Researchers at the University of Pennsylvania School of Medicine have found that telemedicine services could lead to an increase in genetic counseling in community care centers, according to an abstract that will be presented tomorrow at the American Society of Clinical Oncology's annual meeting.
Seventy-seven percent of participants in the study's remote group, who were offered genetic counseling via video or phone, went on to complete the counseling, compared to just six percent of patients in the usual care group who were given instructions on where to go for the services, according to numbers that have been updated since the abstract was submitted.
"The data definitively show the impact of remote genetic services, and it's clear from this study that this telemedicine approach improves on what community practices can do on their own,” Dr. Angela Bradbury, the study’s lead author and assistant professor of Hematology, said in a statement. "That said, it's noteworthy that just 56 percent of patients who underwent remote counseling went on to undergo genetic testing. It shows we still have work to do to help equip patients with this information, which can be life-saving in some cases.”
The study was made up of 115 participants. Of that, a majority were female, white, and did not attend college. Roughly 65 percent of participants had a history of cancer.
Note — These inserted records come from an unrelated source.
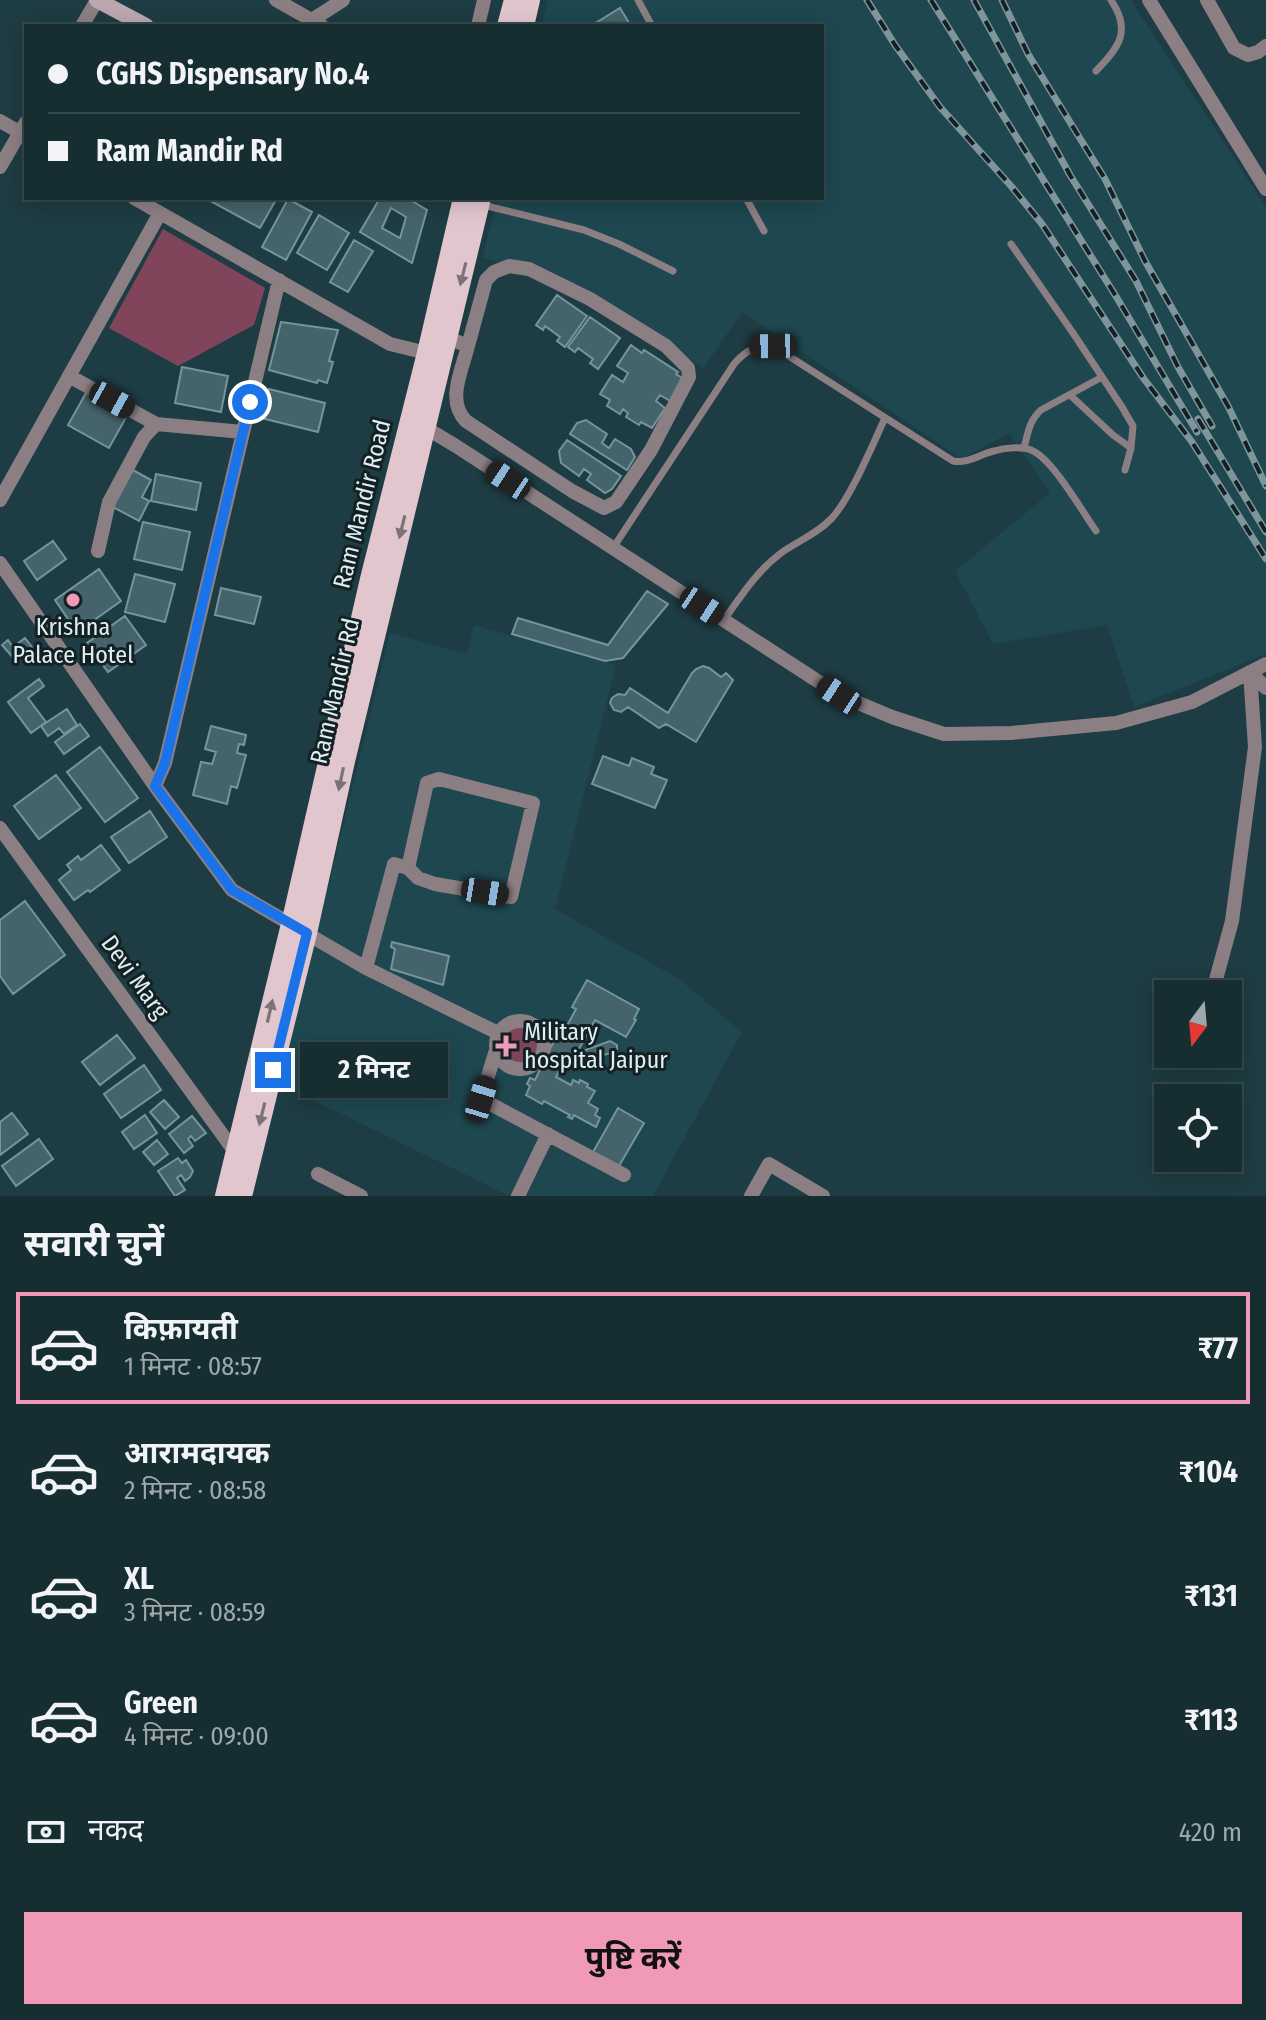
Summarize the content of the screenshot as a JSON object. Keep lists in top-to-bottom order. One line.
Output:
{"streets":{"main road":["Ram Mandir Road","Ram Mandir Rd"],"street":["Devi Marg"]},"crossings":[["Ram Mandir Road","Ram Mandir Rd"],["Ram Mandir Rd","Devi Marg"]],"places":{"other":["Krishna Palace Hotel"],"health":["Military hospital Jaipur"]},"north":"bottom","page":{"banner":["CGHS Dispensary No.4","Ram Mandir Rd"],"bubble":"2 मिनट","heading":"सवारी चुनें","list":[{"name":"किफ़ायती","note":"1 मिनट · 08:57","value":"₹77"},{"name":"आरामदायक","note":"2 मिनट · 08:58","value":"₹104"},{"name":"XL","note":"3 मिनट · 08:59","value":"₹131"},{"name":"Green","note":"4 मिनट · 09:00","value":"₹113"}],"pay":["नकद","420 m"],"buttons":"पुष्टि करें"}}
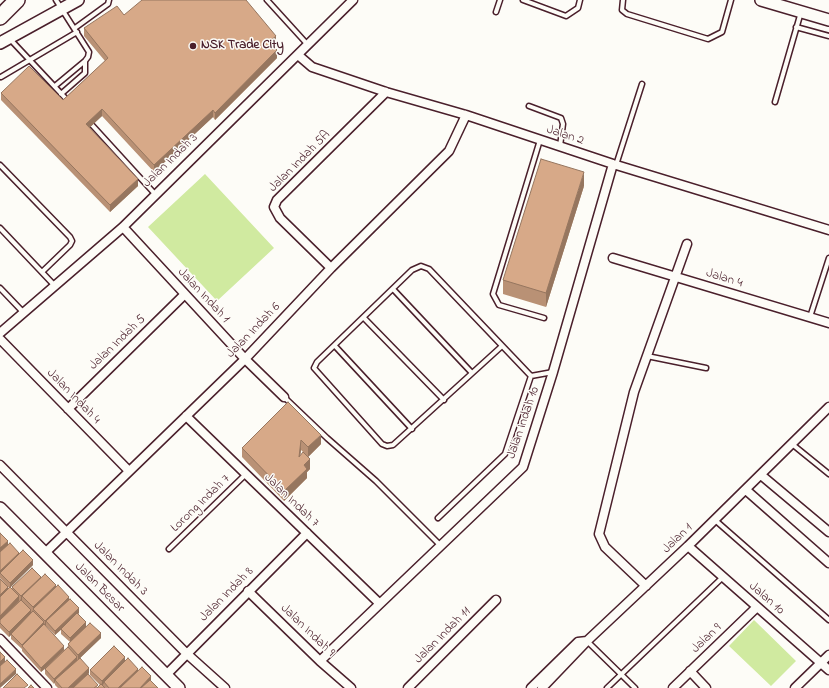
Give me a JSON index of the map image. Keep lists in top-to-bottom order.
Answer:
{
  "streets": {
    "street": [
      "Jalan 2",
      "Jalan Indah 3",
      "Jalan Indah 5A",
      "Jalan 4",
      "Jalan Indah 1",
      "Jalan Indah 6",
      "Jalan Indah 5",
      "Jalan Indah 4",
      "Jalan Indah 10",
      "Jalan Indah 7",
      "Jalan 1",
      "Jalan Besar",
      "Jalan Indah 8",
      "Jalan 10",
      "Jalan Indah 9",
      "Jalan Indah 11",
      "Jalan 9"
    ],
    "lane": ["Lorong Indah 7"]
  },
  "crossings": [
    ["Jalan 2", "Jalan Indah 3"],
    ["Jalan 2", "Jalan Indah 5A"],
    ["Jalan 2", "Jalan Indah 6"],
    ["Jalan 2", "Jalan Indah 10"],
    ["Jalan Indah 3", "Jalan Indah 1"],
    ["Jalan Indah 3", "Jalan Indah 6"],
    ["Jalan Indah 3", "Jalan Indah 8"],
    ["Jalan Indah 5A", "Jalan Indah 6"],
    ["Jalan Indah 1", "Jalan Indah 6"],
    ["Jalan Indah 1", "Jalan Indah 5"],
    ["Jalan Indah 6", "Jalan Indah 4"],
    ["Jalan Indah 6", "Jalan Indah 7"],
    ["Jalan Indah 6", "Jalan Besar"],
    ["Jalan Indah 5", "Jalan Indah 4"],
    ["Jalan Indah 10", "Jalan Indah 7"],
    ["Jalan Indah 10", "Jalan Indah 9"],
    ["Jalan Indah 7", "Lorong Indah 7"],
    ["Jalan Indah 7", "Jalan Indah 8"],
    ["Jalan 1", "Jalan 10"],
    ["Jalan Besar", "Jalan Indah 8"],
    ["Jalan Indah 8", "Jalan Indah 9"],
    ["Jalan 10", "Jalan 9"]
  ],
  "places": ["NSK Trade City"]
}
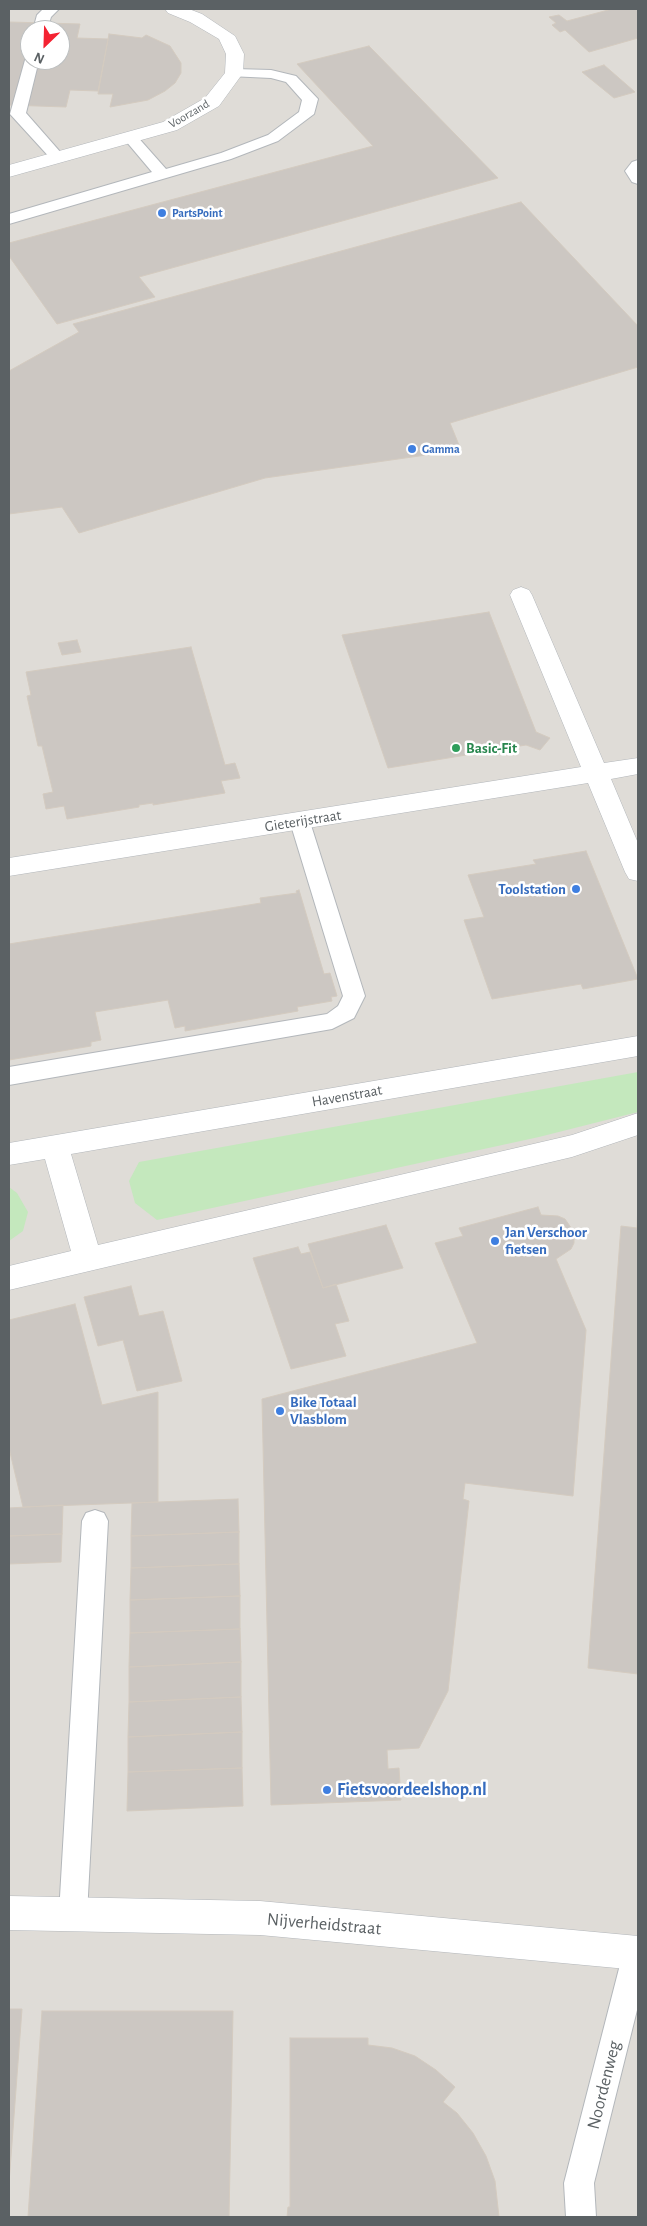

During the trial, participants were split into two groups. One group was given instructions on how to see a genetic counselor. The opposing intervention group was further split into two groups: one group received genetic counseling by phone and the other by telemedicine.
The authors of the study noted that the subset that had videoconferencing had a greater increase in knowledge and a greater decrease in depression compared to the phone group.
Fifty-six percent of patients in the remote group who underwent genetic counseling went on to receive genetic testing. In the usual care arm, 17 percent of patients underwent genetic testing.
"The data confirm that some people in community practices are getting testing without going through counseling first, and previous studies have shown that patients have lower levels of knowledge and lower satisfaction when that happens," Bradbury said in a statement.
Authors noted that this is a preliminary finding and more studies are needed in the future.
Consumer genetic testing has become increasingly popular as companies like 23andMe and Helix gain steam. In fact, in November FDA Commissioner Scott Gottlieb announced his agency's intention to make a major change to its regulatory process around direct-to-consumer genetic health risk tests.